Dataset entries
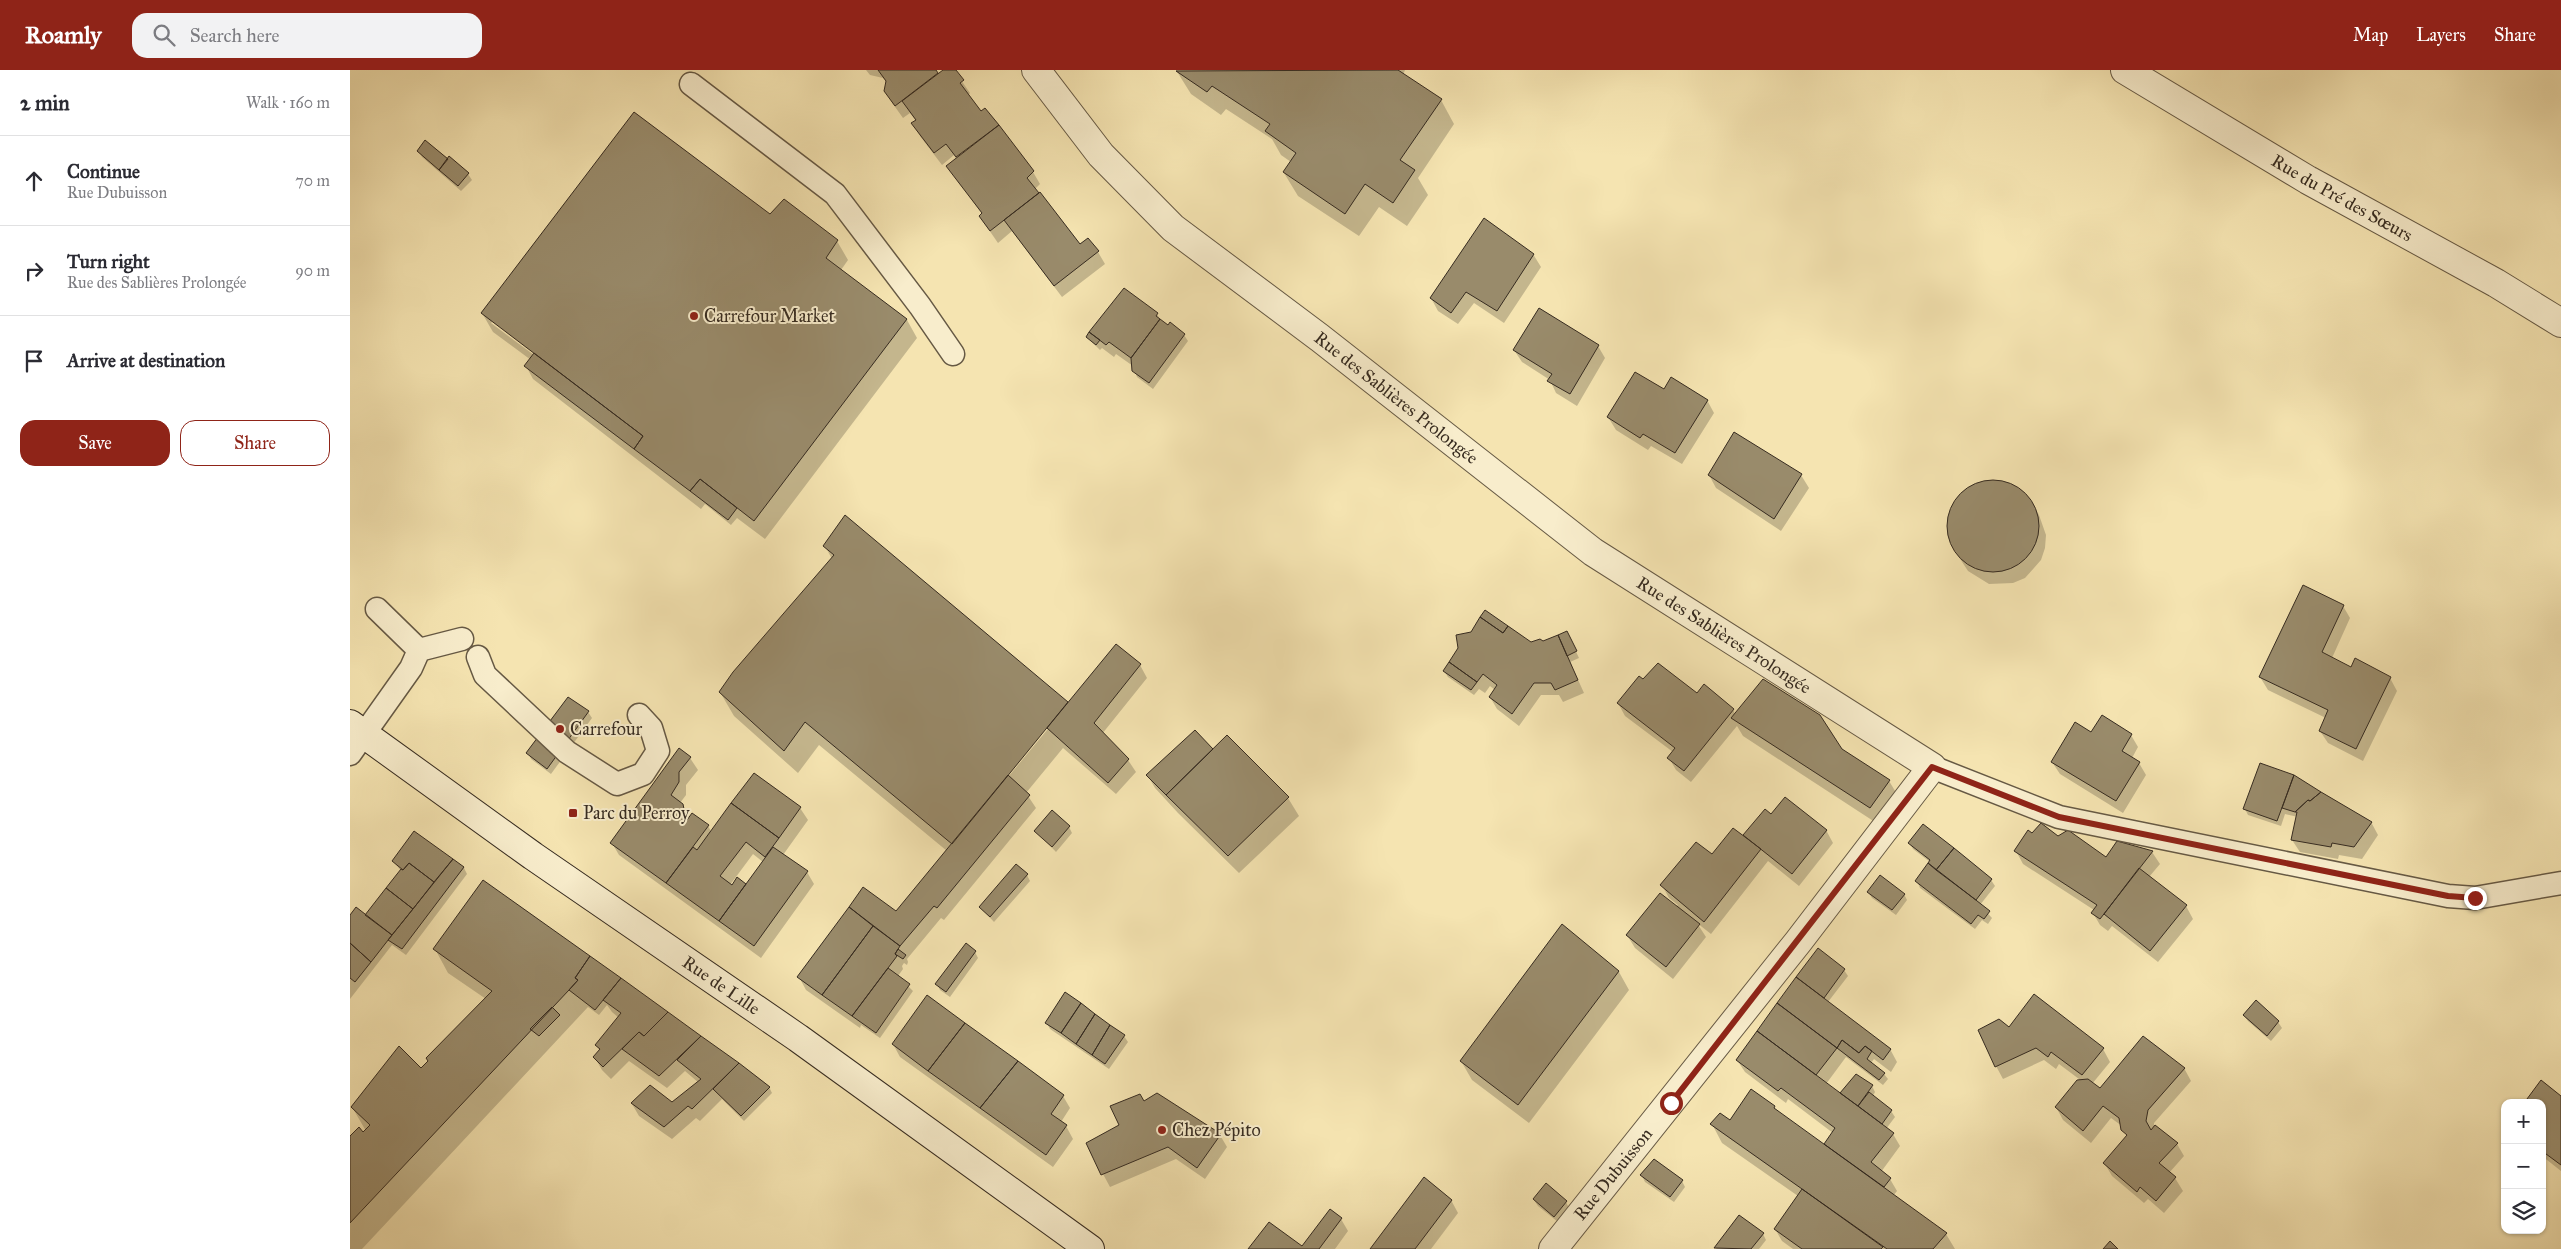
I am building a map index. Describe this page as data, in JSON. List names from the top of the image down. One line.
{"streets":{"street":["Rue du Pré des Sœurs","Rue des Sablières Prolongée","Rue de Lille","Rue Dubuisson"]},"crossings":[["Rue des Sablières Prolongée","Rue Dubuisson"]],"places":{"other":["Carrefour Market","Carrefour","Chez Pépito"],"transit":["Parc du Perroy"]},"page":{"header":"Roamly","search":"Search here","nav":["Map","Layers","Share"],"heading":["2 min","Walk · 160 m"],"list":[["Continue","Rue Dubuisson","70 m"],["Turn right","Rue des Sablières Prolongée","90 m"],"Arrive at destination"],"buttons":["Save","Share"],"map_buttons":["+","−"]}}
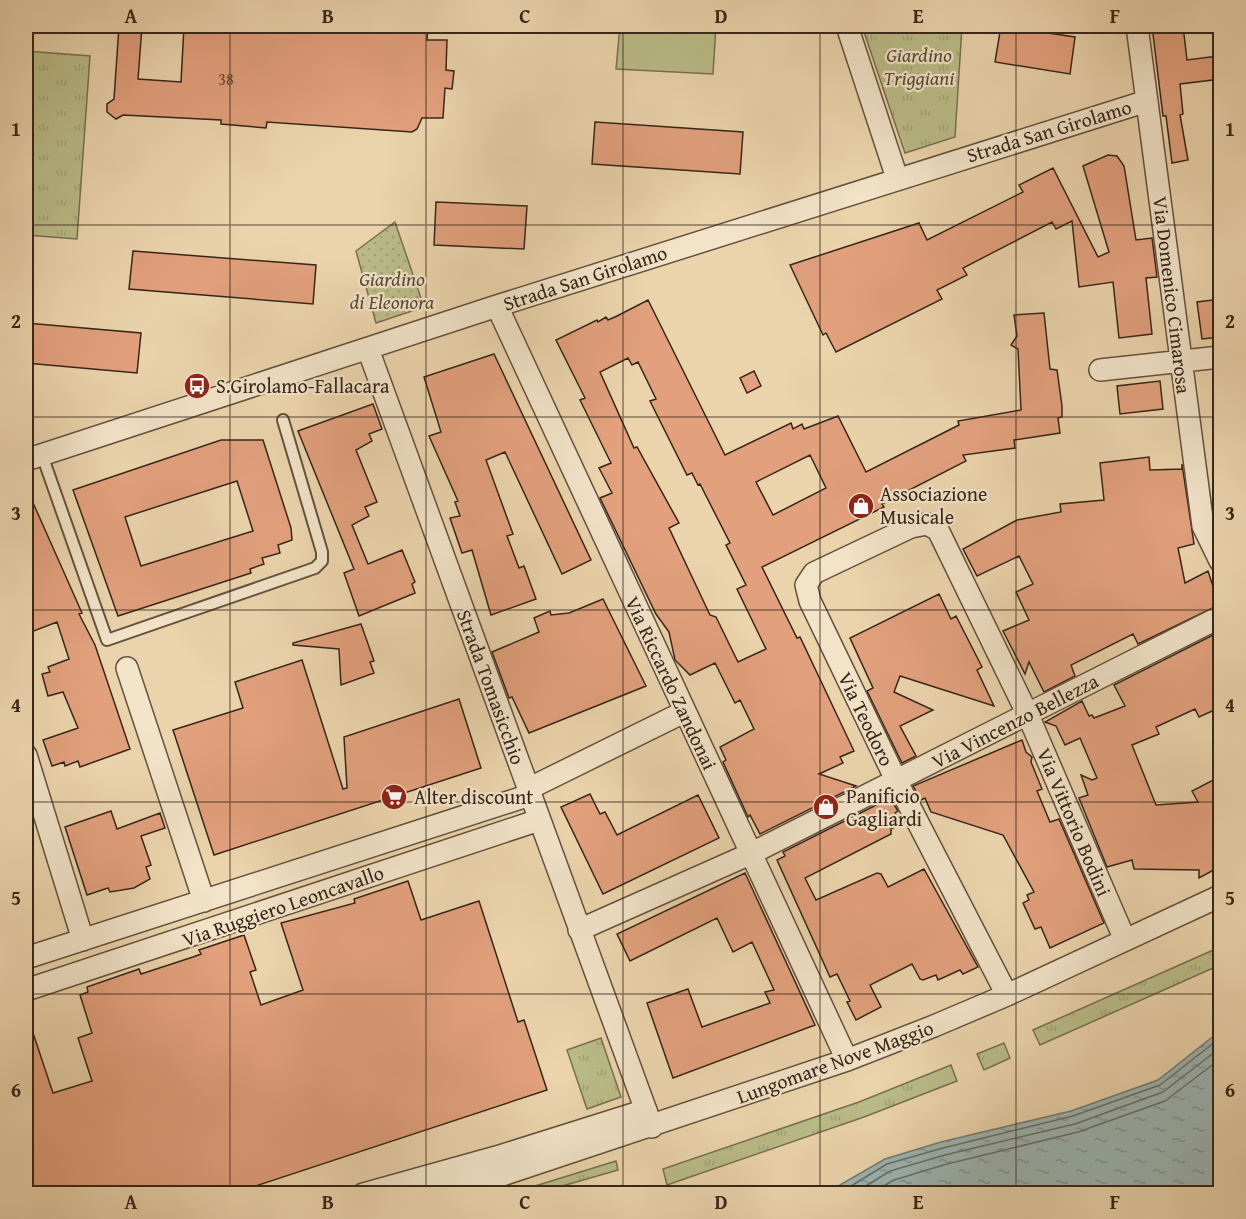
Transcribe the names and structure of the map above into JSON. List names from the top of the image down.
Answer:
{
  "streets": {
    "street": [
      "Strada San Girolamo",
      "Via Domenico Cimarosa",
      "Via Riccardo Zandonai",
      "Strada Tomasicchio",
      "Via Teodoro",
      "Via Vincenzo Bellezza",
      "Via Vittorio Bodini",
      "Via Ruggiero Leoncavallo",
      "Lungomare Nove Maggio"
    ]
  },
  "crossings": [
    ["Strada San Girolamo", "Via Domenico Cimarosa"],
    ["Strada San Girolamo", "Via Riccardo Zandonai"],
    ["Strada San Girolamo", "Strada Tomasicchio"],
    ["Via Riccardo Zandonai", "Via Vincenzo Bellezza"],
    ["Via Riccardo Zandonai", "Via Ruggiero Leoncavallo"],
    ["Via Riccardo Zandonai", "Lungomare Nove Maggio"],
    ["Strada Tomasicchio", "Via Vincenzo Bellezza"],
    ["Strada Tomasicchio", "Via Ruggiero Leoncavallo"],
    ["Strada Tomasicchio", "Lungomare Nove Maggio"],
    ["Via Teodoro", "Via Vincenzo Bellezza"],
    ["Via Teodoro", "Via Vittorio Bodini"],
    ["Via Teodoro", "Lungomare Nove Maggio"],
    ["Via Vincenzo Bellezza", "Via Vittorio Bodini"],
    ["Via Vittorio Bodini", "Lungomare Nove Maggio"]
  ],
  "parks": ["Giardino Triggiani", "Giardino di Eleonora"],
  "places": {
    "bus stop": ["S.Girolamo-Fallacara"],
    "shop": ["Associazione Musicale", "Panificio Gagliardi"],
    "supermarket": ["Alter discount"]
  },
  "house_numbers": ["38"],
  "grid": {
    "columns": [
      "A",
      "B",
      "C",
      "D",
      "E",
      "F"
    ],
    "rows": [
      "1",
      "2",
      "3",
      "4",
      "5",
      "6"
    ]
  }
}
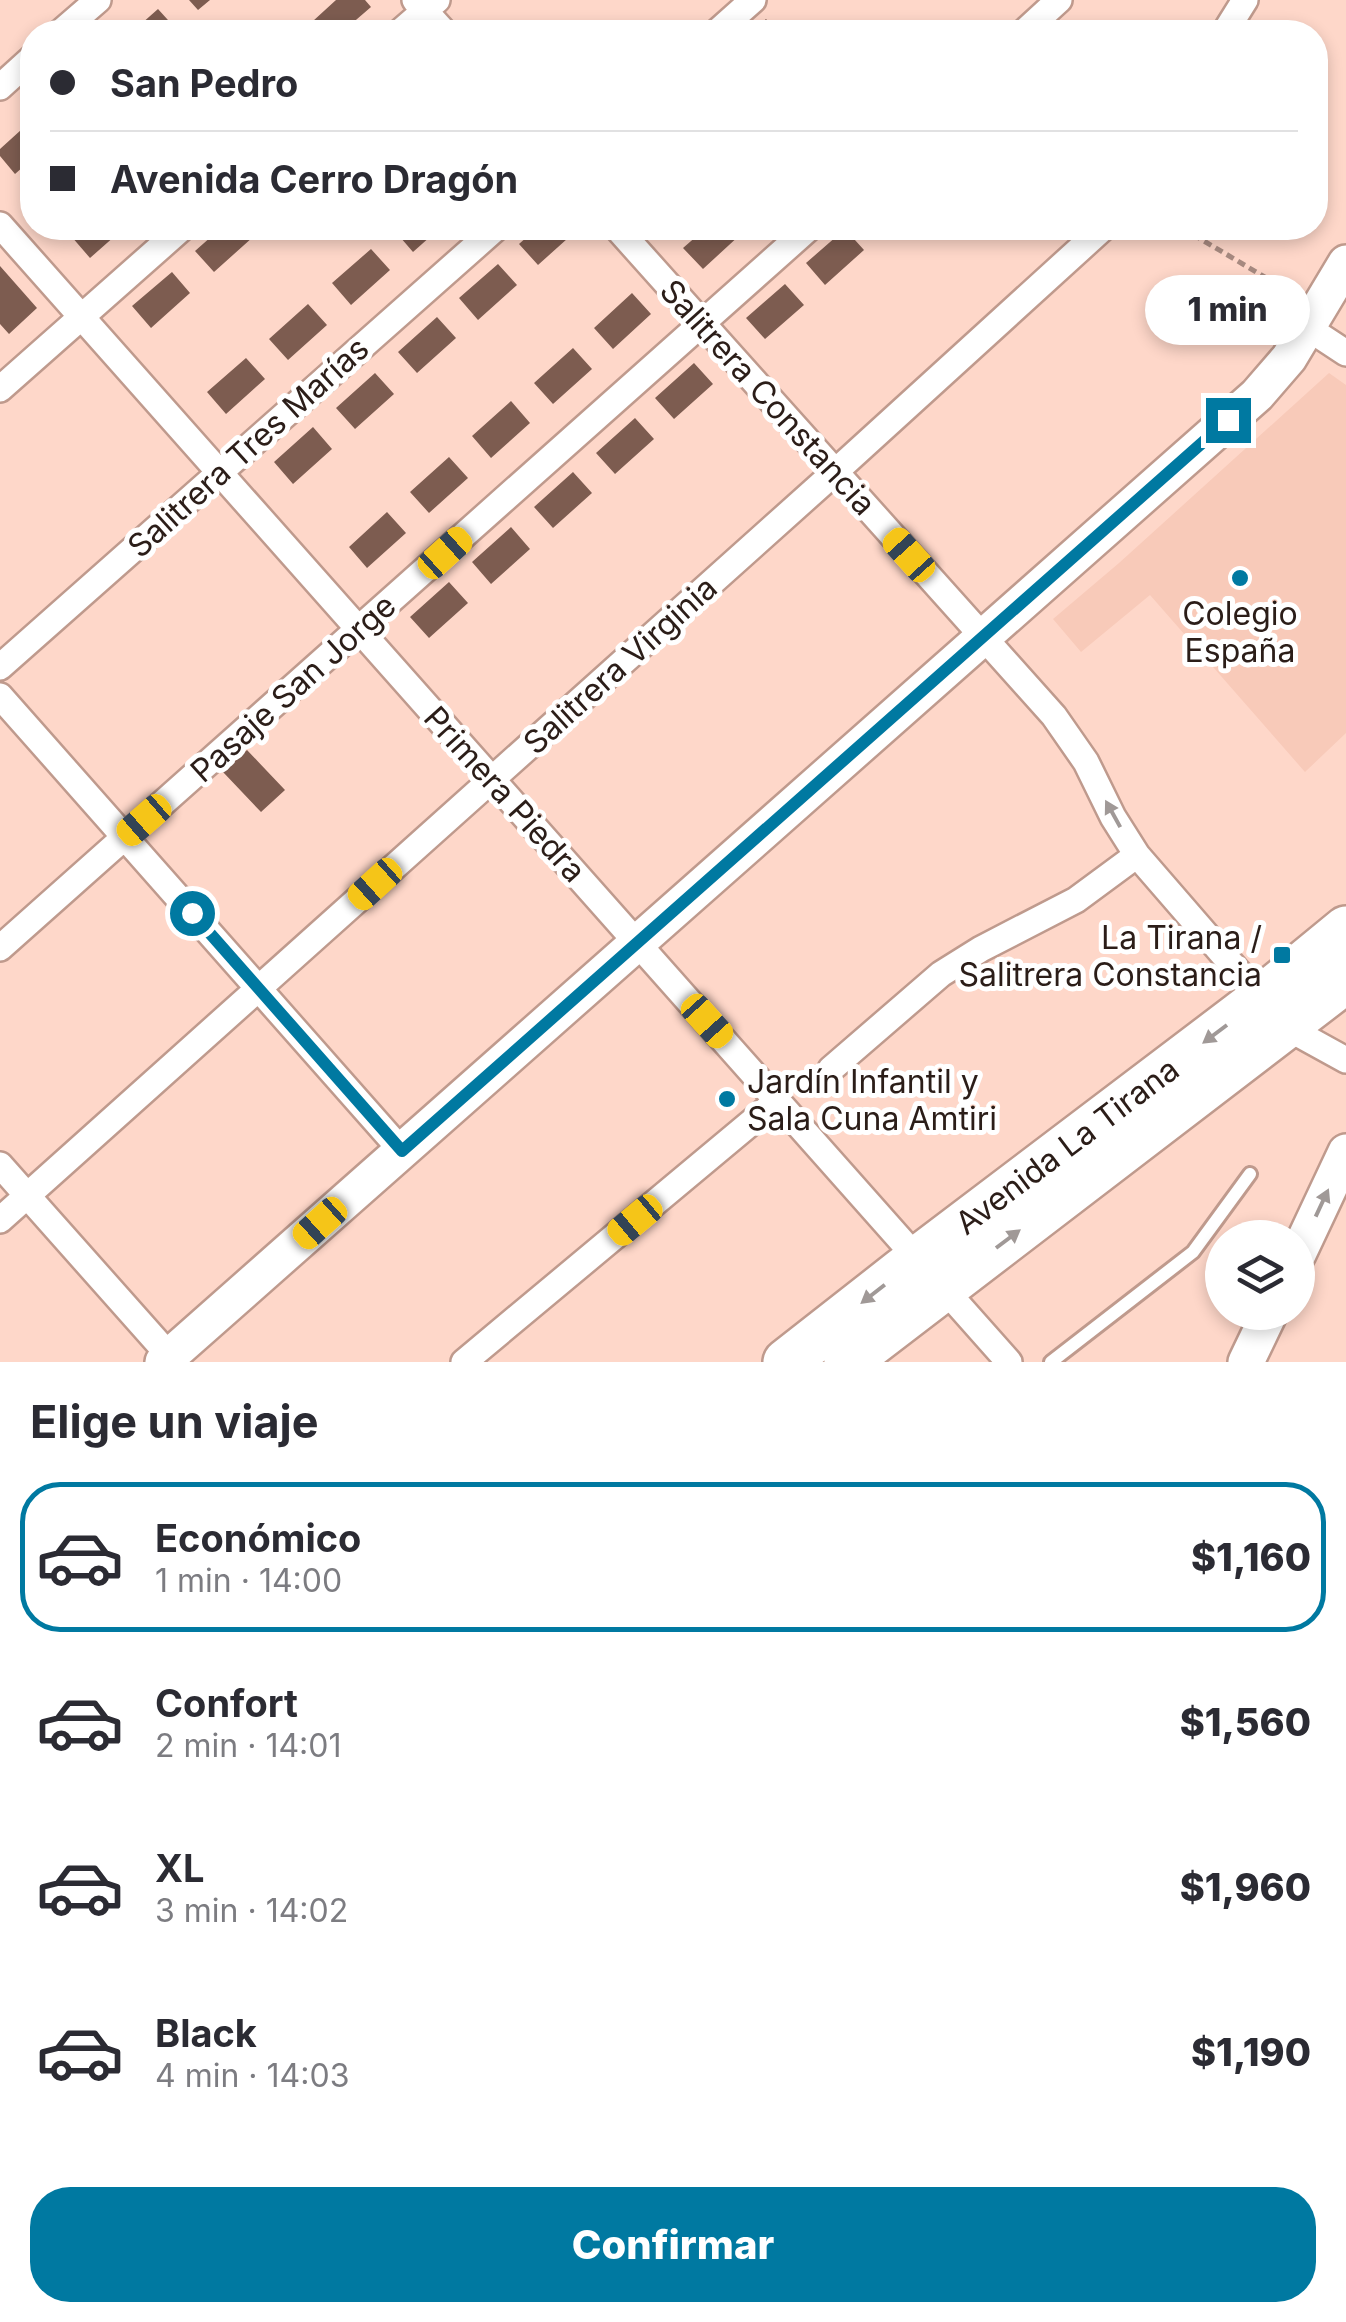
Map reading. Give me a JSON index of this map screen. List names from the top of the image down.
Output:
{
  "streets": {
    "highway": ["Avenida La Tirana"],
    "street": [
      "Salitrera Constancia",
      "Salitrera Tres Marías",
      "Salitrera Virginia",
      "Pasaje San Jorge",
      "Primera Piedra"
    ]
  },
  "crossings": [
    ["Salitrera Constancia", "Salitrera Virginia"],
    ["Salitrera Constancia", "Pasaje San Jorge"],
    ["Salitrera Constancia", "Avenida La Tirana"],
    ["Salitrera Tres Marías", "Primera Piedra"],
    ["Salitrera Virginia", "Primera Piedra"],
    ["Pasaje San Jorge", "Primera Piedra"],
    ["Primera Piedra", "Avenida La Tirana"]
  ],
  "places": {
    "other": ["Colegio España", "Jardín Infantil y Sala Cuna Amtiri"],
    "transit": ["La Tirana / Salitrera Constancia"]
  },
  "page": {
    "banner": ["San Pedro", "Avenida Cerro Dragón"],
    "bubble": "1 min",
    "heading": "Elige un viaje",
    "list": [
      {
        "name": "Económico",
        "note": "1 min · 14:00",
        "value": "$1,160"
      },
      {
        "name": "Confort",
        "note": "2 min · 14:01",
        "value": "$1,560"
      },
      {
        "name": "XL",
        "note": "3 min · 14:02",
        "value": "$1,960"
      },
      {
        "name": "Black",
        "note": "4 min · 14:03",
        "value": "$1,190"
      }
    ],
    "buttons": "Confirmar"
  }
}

AIM OF THE TASK
The output has to match the data above line for line, except that pictures are dropped.

RESPONSE TO THIS EXERCISE
I am building a map index. Describe this page as data, in JSON. List names from the top of the image down. One line.
{"streets":{"street":["Rue du Pré des Sœurs","Rue des Sablières Prolongée","Rue de Lille","Rue Dubuisson"]},"crossings":[["Rue des Sablières Prolongée","Rue Dubuisson"]],"places":{"other":["Carrefour Market","Carrefour","Chez Pépito"],"transit":["Parc du Perroy"]},"page":{"header":"Roamly","search":"Search here","nav":["Map","Layers","Share"],"heading":["2 min","Walk · 160 m"],"list":[["Continue","Rue Dubuisson","70 m"],["Turn right","Rue des Sablières Prolongée","90 m"],"Arrive at destination"],"buttons":["Save","Share"],"map_buttons":["+","−"]}}
Transcribe the names and structure of the map above into JSON. List names from the top of the image down.
Answer:
{
  "streets": {
    "street": [
      "Strada San Girolamo",
      "Via Domenico Cimarosa",
      "Via Riccardo Zandonai",
      "Strada Tomasicchio",
      "Via Teodoro",
      "Via Vincenzo Bellezza",
      "Via Vittorio Bodini",
      "Via Ruggiero Leoncavallo",
      "Lungomare Nove Maggio"
    ]
  },
  "crossings": [
    ["Strada San Girolamo", "Via Domenico Cimarosa"],
    ["Strada San Girolamo", "Via Riccardo Zandonai"],
    ["Strada San Girolamo", "Strada Tomasicchio"],
    ["Via Riccardo Zandonai", "Via Vincenzo Bellezza"],
    ["Via Riccardo Zandonai", "Via Ruggiero Leoncavallo"],
    ["Via Riccardo Zandonai", "Lungomare Nove Maggio"],
    ["Strada Tomasicchio", "Via Vincenzo Bellezza"],
    ["Strada Tomasicchio", "Via Ruggiero Leoncavallo"],
    ["Strada Tomasicchio", "Lungomare Nove Maggio"],
    ["Via Teodoro", "Via Vincenzo Bellezza"],
    ["Via Teodoro", "Via Vittorio Bodini"],
    ["Via Teodoro", "Lungomare Nove Maggio"],
    ["Via Vincenzo Bellezza", "Via Vittorio Bodini"],
    ["Via Vittorio Bodini", "Lungomare Nove Maggio"]
  ],
  "parks": ["Giardino Triggiani", "Giardino di Eleonora"],
  "places": {
    "bus stop": ["S.Girolamo-Fallacara"],
    "shop": ["Associazione Musicale", "Panificio Gagliardi"],
    "supermarket": ["Alter discount"]
  },
  "house_numbers": ["38"],
  "grid": {
    "columns": [
      "A",
      "B",
      "C",
      "D",
      "E",
      "F"
    ],
    "rows": [
      "1",
      "2",
      "3",
      "4",
      "5",
      "6"
    ]
  }
}
Map reading. Give me a JSON index of this map screen. List names from the top of the image down.
Output:
{
  "streets": {
    "highway": ["Avenida La Tirana"],
    "street": [
      "Salitrera Constancia",
      "Salitrera Tres Marías",
      "Salitrera Virginia",
      "Pasaje San Jorge",
      "Primera Piedra"
    ]
  },
  "crossings": [
    ["Salitrera Constancia", "Salitrera Virginia"],
    ["Salitrera Constancia", "Pasaje San Jorge"],
    ["Salitrera Constancia", "Avenida La Tirana"],
    ["Salitrera Tres Marías", "Primera Piedra"],
    ["Salitrera Virginia", "Primera Piedra"],
    ["Pasaje San Jorge", "Primera Piedra"],
    ["Primera Piedra", "Avenida La Tirana"]
  ],
  "places": {
    "other": ["Colegio España", "Jardín Infantil y Sala Cuna Amtiri"],
    "transit": ["La Tirana / Salitrera Constancia"]
  },
  "page": {
    "banner": ["San Pedro", "Avenida Cerro Dragón"],
    "bubble": "1 min",
    "heading": "Elige un viaje",
    "list": [
      {
        "name": "Económico",
        "note": "1 min · 14:00",
        "value": "$1,160"
      },
      {
        "name": "Confort",
        "note": "2 min · 14:01",
        "value": "$1,560"
      },
      {
        "name": "XL",
        "note": "3 min · 14:02",
        "value": "$1,960"
      },
      {
        "name": "Black",
        "note": "4 min · 14:03",
        "value": "$1,190"
      }
    ],
    "buttons": "Confirmar"
  }
}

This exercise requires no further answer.